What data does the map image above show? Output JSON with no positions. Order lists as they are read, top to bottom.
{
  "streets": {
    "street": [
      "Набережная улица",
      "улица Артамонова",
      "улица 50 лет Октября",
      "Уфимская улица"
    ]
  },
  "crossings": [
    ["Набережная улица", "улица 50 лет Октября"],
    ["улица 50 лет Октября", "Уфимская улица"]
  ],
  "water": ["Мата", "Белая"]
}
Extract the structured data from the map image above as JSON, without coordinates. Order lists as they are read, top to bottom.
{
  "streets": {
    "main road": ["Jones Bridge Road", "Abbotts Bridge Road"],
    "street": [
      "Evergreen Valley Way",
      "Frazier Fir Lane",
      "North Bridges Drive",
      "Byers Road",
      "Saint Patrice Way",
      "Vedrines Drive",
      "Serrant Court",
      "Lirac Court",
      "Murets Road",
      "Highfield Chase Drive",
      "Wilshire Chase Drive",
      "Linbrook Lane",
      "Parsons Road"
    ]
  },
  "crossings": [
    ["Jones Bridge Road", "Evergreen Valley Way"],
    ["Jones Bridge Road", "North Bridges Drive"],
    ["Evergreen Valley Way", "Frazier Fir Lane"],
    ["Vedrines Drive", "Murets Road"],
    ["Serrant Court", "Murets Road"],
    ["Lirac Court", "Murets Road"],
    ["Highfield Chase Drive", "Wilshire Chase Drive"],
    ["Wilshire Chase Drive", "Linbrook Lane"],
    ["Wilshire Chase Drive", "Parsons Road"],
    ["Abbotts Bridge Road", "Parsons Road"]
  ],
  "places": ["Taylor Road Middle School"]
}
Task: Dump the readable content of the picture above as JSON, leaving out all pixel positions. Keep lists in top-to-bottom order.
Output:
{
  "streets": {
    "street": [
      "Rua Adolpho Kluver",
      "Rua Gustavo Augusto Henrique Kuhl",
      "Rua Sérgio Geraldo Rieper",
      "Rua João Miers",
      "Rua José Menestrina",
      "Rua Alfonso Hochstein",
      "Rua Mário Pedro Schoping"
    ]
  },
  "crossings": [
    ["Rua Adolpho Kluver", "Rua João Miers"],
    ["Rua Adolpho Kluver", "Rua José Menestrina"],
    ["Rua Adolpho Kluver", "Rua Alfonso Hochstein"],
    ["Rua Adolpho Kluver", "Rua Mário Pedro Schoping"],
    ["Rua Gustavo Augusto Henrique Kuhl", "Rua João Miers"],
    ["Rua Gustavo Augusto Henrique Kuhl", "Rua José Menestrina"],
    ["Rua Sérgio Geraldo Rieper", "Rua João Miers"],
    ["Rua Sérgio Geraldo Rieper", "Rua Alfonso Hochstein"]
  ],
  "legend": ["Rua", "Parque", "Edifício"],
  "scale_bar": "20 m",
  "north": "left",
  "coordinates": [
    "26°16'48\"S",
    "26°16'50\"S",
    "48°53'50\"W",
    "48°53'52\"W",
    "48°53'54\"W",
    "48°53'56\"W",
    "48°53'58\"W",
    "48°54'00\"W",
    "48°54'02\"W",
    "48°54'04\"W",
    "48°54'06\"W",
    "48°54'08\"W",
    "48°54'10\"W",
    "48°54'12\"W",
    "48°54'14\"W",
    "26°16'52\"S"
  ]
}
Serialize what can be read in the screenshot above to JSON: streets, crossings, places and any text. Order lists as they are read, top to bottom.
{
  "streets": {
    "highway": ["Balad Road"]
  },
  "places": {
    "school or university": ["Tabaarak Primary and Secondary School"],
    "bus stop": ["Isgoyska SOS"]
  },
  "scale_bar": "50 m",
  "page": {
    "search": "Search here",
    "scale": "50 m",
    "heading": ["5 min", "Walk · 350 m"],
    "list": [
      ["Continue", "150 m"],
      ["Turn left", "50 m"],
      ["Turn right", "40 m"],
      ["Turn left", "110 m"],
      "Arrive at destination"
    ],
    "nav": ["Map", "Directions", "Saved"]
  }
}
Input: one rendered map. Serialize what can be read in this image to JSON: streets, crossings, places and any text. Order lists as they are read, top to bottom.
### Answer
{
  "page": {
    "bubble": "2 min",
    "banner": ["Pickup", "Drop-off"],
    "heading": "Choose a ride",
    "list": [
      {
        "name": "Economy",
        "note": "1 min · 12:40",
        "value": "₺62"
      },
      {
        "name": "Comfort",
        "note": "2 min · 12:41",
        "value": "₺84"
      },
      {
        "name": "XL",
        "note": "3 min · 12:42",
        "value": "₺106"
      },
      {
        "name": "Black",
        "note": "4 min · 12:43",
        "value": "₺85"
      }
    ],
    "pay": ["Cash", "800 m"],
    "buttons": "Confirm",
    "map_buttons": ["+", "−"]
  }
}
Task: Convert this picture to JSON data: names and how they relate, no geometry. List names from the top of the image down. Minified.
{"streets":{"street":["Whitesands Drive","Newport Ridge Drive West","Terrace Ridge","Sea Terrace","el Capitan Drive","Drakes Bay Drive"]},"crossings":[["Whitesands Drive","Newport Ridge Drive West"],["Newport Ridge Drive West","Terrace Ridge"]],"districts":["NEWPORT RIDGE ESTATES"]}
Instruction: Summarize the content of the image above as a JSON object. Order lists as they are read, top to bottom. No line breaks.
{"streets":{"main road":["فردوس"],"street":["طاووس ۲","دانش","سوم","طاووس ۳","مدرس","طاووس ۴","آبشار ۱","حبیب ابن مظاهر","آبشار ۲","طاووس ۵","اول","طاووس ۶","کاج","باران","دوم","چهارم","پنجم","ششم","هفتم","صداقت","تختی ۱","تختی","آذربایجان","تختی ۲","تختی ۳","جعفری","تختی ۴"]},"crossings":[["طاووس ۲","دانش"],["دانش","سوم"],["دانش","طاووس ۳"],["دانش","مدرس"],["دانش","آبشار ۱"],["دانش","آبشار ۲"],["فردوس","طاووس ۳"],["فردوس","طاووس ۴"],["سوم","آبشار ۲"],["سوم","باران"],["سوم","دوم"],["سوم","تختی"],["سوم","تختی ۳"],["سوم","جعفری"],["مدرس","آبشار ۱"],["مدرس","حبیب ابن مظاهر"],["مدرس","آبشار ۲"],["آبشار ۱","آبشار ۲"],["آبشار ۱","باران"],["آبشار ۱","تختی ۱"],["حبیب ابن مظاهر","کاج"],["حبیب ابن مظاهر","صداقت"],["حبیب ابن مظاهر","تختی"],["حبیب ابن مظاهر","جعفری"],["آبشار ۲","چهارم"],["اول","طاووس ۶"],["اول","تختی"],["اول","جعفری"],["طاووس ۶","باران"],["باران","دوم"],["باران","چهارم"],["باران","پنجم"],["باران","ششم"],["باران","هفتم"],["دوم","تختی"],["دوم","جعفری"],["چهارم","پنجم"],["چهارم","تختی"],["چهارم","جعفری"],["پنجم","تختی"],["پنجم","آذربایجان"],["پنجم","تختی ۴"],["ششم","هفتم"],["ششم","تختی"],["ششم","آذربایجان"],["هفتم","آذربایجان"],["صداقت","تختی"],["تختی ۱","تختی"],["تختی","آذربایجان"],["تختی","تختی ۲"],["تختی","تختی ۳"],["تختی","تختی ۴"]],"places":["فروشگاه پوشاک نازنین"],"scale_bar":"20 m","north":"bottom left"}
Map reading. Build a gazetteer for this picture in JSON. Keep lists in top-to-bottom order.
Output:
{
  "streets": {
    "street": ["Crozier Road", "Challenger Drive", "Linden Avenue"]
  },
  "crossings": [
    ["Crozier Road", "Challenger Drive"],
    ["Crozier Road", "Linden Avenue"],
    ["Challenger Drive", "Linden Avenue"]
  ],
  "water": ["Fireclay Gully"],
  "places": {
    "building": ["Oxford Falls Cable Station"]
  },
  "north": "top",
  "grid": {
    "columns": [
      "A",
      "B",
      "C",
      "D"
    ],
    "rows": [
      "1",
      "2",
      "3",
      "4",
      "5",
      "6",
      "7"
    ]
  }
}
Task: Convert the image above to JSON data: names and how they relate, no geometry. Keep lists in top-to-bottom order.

-=-=-

# Required action
Say how many lines in the records contain the string "Keep". No other text is needed.

# Finished exercise
3